Democratic lawmakers unveiled a plan Tuesday that they say would bring the embattled Wisconsin Economic Development Corporation back under state control.
The proposal would split WEDC into the Wisconsin Department of Economic Opportunity, a state agency run by a cabinet official, and the Badger Innovation Corporation, a private firm owned by the state, and require both to more strictly manage any money given to businesses. It would also return some job creation programs to the agency that have been transferred in the past.
Assembly Minority Leader Peter Barca, D-Kenosha, and State Sen. Julie Lassa, D-Stevens Point, who serve on the WEDC board, touted the proposal as a way to fix what they say is a faulty agency.
“WEDC is irretrievably broken, and it’s time to start talking about what comes next,” Lassa said in a statement.

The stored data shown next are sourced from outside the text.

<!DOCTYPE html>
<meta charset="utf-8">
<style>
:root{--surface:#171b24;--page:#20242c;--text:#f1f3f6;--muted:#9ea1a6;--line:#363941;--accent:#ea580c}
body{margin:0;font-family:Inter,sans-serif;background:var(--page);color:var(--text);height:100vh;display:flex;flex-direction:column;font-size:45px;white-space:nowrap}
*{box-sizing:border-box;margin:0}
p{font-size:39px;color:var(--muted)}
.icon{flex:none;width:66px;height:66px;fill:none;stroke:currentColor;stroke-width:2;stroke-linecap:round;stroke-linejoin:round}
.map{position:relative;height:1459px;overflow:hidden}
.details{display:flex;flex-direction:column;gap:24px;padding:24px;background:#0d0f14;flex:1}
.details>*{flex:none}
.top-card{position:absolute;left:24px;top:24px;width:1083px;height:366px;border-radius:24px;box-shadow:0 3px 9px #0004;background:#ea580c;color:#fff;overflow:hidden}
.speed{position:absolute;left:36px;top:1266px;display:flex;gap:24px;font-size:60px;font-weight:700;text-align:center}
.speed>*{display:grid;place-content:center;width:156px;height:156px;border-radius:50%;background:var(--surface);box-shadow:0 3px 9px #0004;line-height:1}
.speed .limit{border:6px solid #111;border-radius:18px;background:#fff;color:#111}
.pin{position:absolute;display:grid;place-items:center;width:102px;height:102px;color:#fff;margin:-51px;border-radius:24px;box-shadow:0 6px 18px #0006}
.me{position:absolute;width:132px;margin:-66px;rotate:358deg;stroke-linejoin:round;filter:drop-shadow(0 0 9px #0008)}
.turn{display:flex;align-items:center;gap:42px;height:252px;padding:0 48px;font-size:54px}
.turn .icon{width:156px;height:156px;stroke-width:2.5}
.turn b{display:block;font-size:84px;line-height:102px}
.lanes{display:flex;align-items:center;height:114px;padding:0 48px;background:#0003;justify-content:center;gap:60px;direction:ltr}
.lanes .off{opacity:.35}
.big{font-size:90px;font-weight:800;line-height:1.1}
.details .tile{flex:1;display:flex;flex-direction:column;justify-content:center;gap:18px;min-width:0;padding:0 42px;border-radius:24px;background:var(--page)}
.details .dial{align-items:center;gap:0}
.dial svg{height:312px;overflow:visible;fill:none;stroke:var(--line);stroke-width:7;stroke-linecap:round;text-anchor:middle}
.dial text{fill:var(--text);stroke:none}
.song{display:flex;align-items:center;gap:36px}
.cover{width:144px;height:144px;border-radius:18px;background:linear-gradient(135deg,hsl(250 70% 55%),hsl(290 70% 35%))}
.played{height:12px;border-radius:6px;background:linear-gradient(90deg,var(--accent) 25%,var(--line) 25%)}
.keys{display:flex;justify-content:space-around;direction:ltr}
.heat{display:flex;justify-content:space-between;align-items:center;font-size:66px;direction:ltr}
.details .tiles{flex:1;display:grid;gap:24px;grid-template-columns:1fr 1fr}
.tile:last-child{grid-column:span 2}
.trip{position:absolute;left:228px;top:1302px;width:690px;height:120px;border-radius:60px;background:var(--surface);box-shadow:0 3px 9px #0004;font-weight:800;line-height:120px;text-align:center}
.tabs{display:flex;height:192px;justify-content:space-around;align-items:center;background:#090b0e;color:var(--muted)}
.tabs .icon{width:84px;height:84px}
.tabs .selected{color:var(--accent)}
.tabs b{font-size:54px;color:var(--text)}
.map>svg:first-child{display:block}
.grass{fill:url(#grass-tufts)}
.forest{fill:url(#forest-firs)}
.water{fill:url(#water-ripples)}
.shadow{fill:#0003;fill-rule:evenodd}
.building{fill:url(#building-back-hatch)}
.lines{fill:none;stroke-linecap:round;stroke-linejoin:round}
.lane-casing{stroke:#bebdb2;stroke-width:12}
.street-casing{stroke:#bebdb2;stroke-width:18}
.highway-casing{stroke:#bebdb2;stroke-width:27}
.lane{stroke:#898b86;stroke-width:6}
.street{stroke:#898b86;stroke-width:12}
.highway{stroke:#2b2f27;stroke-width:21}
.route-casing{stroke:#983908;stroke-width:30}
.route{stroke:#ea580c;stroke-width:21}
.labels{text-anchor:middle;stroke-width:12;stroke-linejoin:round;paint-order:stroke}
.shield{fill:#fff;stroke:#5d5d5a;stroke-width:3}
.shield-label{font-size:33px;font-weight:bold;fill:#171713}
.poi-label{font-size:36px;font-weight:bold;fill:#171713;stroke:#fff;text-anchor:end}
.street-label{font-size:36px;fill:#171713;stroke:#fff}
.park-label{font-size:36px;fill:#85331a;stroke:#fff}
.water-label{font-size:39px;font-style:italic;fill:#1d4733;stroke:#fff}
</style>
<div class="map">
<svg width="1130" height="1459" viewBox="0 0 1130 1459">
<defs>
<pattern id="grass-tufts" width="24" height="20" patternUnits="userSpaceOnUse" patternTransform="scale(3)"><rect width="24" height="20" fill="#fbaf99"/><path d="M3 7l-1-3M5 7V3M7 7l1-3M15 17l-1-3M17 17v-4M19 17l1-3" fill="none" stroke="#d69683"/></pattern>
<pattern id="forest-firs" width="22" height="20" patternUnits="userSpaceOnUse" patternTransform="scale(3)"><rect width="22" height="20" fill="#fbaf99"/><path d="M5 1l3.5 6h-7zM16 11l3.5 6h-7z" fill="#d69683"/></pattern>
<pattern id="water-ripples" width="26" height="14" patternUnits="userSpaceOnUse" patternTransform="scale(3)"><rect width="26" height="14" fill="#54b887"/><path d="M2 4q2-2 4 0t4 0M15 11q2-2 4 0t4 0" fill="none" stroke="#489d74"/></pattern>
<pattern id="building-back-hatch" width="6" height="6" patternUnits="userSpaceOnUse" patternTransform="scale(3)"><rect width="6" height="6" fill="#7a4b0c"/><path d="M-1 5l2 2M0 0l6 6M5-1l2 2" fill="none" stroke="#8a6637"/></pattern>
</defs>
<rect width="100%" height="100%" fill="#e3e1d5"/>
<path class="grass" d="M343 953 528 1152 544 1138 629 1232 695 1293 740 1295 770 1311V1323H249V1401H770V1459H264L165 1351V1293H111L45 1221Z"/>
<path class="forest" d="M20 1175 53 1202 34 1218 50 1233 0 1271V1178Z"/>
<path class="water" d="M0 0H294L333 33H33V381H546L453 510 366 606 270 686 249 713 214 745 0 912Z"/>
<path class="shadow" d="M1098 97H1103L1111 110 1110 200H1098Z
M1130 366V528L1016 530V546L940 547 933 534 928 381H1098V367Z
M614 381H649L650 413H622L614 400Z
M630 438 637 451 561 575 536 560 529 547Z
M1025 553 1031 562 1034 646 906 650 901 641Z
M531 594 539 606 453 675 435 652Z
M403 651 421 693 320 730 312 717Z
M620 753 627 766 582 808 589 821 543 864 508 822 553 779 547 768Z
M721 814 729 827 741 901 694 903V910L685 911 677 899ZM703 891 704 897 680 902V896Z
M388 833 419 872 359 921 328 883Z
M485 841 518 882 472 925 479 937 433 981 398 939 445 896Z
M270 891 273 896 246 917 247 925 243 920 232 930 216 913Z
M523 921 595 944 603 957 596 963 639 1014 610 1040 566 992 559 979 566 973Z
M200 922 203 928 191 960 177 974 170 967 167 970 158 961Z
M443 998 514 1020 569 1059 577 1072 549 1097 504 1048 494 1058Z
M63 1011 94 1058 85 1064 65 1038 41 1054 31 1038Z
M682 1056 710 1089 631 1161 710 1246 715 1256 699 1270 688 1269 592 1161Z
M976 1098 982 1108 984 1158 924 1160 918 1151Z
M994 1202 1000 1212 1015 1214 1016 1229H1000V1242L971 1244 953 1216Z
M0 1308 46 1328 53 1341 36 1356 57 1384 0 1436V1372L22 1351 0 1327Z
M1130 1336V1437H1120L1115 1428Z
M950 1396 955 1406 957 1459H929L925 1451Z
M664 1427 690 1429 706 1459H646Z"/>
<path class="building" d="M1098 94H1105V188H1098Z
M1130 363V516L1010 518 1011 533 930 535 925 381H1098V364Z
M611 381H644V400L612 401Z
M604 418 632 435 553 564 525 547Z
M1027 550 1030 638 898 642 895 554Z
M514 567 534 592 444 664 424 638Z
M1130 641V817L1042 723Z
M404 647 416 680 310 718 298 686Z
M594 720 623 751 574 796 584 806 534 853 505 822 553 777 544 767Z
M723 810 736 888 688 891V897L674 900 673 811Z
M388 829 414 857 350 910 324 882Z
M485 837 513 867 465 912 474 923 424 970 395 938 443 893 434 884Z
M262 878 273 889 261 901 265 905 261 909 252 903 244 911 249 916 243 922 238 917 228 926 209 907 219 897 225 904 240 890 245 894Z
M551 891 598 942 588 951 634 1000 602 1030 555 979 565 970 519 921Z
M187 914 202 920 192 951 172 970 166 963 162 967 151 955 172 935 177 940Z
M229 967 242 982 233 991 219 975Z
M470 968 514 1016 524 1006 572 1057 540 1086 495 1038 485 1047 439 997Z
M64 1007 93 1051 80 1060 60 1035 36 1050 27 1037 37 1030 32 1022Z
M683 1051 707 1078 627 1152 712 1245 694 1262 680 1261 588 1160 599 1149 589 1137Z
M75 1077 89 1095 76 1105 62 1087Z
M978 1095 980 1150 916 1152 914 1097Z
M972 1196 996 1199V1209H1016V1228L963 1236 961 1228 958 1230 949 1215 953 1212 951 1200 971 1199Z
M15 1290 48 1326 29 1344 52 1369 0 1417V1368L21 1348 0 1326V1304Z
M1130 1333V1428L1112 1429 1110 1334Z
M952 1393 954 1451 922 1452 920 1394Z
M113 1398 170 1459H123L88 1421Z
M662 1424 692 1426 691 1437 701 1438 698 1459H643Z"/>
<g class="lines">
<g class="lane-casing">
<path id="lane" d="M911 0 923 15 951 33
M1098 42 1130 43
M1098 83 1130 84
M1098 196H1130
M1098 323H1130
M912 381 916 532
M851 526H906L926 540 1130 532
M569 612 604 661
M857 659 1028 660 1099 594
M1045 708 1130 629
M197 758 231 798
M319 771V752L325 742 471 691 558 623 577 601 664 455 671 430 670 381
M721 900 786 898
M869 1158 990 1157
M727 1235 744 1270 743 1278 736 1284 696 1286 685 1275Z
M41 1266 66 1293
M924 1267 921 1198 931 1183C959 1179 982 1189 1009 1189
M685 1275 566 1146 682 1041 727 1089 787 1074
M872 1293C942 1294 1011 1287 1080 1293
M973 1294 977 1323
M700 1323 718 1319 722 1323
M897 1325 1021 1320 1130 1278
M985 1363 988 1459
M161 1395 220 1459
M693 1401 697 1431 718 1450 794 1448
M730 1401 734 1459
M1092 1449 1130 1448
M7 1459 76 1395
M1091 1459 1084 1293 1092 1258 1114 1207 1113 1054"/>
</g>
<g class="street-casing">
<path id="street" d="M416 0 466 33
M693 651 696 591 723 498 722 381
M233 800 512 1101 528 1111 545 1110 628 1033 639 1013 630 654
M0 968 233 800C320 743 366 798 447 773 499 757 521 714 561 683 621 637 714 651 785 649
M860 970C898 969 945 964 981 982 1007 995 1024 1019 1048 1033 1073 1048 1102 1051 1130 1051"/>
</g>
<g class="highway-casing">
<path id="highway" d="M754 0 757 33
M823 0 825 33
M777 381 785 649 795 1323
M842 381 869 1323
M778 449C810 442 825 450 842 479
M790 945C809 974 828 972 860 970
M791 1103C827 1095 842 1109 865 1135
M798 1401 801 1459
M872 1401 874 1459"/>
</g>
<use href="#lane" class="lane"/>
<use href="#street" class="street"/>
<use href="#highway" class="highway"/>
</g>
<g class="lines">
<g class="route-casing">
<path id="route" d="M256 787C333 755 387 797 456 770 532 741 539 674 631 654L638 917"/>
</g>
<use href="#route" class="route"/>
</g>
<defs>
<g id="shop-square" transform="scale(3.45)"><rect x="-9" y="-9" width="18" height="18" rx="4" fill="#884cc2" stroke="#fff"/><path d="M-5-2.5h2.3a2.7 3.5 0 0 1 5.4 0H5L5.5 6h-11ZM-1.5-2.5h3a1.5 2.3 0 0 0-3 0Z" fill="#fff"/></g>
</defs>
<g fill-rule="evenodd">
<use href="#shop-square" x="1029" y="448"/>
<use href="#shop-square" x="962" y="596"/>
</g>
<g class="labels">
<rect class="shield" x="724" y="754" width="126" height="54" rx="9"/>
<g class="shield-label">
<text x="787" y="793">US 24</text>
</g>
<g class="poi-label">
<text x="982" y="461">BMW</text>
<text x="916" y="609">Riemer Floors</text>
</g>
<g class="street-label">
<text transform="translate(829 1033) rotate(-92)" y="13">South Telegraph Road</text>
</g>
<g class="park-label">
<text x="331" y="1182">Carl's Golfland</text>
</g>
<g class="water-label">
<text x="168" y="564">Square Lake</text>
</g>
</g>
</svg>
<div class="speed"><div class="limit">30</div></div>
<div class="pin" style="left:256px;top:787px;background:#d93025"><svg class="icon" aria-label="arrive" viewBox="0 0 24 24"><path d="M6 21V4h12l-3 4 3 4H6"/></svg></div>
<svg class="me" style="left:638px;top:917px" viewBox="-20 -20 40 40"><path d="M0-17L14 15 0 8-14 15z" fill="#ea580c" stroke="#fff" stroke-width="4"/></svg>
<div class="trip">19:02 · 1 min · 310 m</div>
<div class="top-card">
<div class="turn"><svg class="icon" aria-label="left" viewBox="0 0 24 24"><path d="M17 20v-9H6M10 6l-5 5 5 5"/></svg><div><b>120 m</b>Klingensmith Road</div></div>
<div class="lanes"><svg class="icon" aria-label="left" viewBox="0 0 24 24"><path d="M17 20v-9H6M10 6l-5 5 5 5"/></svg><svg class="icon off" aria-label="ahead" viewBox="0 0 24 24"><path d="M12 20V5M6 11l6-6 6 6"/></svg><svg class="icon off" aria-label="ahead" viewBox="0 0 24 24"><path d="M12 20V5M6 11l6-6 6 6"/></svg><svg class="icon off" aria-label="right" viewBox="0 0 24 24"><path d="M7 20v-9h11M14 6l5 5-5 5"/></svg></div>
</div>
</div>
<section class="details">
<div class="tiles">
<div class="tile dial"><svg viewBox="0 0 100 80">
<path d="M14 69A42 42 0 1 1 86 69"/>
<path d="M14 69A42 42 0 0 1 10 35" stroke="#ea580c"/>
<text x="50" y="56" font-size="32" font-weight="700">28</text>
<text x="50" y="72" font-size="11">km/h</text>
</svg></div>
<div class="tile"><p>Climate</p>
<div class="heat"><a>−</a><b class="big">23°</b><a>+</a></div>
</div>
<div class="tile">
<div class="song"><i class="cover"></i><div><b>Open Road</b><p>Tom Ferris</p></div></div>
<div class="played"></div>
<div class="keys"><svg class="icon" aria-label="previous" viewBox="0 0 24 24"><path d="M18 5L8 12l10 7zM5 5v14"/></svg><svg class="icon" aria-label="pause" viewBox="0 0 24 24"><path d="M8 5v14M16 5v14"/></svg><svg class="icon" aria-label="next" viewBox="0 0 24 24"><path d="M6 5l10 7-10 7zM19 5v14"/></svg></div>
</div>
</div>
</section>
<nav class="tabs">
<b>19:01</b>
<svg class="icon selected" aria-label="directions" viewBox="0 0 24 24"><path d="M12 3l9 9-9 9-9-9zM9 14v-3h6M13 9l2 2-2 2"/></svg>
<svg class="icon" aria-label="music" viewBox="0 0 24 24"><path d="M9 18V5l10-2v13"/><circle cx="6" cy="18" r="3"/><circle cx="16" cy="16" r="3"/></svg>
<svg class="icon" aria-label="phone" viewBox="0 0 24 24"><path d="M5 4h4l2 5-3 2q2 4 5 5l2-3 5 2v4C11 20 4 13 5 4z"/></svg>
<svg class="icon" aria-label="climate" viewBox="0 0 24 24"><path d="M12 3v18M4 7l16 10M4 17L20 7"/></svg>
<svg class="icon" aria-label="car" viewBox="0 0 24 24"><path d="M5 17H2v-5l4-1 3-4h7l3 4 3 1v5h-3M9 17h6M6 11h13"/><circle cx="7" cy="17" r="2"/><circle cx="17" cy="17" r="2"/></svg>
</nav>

The council, which provides incentives to Wisconsin businesses, has been a key part of Gov. Scott Walker’s plan to draw more businesses to Wisconsin, replacing a Department of Commerce he says was ineffective.
However, the agency has come under fire in recent months for not properly auditing the companies they support, giving out over $100 million without adequate oversight and not following state statutes and internal procedures.

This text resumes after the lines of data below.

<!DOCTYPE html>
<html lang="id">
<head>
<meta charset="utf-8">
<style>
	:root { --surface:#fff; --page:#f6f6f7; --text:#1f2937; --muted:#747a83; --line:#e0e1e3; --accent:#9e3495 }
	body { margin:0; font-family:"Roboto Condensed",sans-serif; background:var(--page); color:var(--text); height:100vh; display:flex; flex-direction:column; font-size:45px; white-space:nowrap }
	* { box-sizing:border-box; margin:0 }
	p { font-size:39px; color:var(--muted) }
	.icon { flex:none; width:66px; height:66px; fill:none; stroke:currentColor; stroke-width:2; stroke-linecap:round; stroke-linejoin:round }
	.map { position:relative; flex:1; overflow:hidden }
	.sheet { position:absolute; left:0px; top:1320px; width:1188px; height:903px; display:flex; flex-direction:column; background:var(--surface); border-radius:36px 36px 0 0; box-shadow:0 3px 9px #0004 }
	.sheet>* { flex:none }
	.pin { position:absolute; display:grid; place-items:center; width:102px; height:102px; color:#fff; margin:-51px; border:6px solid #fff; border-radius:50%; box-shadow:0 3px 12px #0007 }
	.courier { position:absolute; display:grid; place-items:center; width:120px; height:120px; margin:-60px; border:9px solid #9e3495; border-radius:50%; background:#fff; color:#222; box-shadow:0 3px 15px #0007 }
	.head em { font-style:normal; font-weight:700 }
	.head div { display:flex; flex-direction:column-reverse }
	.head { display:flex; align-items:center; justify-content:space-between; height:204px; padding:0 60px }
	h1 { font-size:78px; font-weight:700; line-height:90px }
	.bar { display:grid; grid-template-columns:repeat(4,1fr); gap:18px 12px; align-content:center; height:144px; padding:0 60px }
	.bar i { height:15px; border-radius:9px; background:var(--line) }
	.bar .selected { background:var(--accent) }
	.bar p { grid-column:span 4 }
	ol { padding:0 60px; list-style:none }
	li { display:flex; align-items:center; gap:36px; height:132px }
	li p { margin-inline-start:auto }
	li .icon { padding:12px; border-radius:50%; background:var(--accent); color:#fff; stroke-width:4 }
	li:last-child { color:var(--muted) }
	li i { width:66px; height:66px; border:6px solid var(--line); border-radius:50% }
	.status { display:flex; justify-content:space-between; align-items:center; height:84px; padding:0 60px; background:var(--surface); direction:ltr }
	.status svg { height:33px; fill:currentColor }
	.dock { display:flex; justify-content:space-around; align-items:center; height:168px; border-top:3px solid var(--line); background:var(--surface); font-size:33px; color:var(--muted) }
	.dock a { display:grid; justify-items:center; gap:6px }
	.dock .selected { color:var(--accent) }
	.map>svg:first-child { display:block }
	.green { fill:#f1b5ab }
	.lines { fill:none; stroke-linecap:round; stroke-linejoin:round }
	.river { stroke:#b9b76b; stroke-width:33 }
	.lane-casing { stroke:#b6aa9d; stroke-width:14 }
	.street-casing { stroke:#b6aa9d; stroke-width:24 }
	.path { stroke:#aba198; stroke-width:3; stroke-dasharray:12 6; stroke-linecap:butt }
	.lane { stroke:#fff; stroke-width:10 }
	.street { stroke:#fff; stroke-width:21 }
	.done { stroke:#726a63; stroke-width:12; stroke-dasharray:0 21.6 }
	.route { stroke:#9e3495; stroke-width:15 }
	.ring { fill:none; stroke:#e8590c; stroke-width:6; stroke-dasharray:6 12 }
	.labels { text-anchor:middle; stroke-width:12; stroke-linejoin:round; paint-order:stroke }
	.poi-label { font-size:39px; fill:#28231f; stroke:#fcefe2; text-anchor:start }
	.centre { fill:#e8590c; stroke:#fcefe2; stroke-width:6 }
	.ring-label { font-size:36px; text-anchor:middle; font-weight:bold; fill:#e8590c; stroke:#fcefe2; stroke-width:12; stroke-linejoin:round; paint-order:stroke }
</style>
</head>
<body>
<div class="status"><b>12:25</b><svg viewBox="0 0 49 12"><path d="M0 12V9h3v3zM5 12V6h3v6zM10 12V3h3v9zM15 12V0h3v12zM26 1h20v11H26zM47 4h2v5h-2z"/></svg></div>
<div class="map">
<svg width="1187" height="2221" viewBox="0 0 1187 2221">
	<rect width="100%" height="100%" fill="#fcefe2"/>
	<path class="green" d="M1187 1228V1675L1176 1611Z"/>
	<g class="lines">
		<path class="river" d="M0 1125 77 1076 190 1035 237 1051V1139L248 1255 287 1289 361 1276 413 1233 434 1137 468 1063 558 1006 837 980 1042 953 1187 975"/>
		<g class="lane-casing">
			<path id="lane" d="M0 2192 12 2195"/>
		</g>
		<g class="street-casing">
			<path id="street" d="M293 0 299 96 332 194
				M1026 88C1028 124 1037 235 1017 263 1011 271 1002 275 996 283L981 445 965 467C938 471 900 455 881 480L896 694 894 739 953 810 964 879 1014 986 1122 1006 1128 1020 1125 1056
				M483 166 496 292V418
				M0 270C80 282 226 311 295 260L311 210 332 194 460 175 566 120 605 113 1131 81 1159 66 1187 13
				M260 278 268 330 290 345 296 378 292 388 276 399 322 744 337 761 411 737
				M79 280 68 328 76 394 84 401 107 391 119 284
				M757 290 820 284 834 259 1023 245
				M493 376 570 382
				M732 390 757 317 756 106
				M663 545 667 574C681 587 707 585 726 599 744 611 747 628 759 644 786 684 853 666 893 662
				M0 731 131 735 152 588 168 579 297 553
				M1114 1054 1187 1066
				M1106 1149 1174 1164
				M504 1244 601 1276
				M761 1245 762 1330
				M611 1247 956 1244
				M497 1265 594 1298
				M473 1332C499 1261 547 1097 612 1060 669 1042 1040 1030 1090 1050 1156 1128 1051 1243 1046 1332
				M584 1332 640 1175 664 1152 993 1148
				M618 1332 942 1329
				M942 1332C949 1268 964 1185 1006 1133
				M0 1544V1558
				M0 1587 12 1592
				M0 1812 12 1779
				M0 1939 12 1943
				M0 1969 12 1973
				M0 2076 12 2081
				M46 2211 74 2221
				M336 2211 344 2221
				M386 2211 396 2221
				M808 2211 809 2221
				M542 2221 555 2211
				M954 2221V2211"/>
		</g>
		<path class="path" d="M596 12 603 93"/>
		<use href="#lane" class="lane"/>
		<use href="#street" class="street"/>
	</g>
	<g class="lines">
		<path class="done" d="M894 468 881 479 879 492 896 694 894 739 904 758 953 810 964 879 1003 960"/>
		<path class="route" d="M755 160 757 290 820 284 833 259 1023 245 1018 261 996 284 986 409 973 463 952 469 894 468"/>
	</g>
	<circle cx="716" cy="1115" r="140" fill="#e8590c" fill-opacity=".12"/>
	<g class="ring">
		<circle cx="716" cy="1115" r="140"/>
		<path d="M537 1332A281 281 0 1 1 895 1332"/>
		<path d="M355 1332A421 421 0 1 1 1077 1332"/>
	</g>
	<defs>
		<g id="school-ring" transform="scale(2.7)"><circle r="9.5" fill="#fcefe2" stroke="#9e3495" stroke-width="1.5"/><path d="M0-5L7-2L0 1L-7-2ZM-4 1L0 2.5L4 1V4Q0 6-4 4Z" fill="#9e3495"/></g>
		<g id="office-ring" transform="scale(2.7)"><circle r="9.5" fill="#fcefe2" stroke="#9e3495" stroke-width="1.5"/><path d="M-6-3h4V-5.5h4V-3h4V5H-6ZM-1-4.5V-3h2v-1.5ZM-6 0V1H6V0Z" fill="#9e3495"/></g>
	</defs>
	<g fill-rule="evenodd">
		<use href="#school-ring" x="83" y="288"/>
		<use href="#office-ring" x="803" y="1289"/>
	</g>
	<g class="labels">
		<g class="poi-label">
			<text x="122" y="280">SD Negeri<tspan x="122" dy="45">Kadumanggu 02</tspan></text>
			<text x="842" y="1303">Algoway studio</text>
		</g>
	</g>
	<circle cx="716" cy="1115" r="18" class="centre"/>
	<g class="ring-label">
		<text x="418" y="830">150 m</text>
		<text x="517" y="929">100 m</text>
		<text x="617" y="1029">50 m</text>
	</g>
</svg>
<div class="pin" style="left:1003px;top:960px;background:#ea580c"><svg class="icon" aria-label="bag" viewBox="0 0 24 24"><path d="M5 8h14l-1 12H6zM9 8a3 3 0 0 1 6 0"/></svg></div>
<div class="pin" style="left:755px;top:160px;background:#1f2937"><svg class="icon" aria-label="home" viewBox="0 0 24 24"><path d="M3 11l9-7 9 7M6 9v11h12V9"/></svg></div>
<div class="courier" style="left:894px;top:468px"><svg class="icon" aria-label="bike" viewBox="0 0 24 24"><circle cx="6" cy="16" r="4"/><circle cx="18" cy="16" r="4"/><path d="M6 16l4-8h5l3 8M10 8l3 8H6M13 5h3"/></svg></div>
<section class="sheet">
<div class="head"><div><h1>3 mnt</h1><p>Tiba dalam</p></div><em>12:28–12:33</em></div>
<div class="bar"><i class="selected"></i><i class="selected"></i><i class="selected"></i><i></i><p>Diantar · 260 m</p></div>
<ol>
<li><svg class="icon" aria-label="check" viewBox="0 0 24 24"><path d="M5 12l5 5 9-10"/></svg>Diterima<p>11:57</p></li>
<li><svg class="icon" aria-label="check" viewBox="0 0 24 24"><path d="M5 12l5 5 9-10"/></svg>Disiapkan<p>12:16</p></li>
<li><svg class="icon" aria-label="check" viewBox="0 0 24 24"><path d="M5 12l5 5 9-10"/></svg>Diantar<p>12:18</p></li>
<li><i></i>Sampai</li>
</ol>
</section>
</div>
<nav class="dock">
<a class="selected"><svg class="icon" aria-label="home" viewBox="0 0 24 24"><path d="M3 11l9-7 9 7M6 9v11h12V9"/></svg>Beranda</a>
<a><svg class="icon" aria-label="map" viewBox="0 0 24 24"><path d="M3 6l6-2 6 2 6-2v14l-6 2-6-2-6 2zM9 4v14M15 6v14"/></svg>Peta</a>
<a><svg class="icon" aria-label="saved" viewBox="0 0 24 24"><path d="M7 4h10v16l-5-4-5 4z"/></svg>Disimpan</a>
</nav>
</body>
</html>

The controversy sparked a Legislative Audit Bureau report and a legislative hearing last week where lawmakers questioned WEDC executives about the agency’s practices.
The co-chair of that committee, state Sen. Robert Cowles, R-Green Bay, said at the hearing he would join with other committee members in authoring their own bill to alter WEDC.
A spokesperson for Cowles said there was no timeline for that bill, but that it would not likely bear any resemblance to the proposal announced by Lassa and Barca.
Barca said he doesn’t expect the bill to gain traction with the Republican majority but that it was still necessary as a starting point.
"We don't have any illusions that Republicans will pass this as is," Barca said at the press conference, according to the Wisconsin State Journal. "But we need to start the conversation."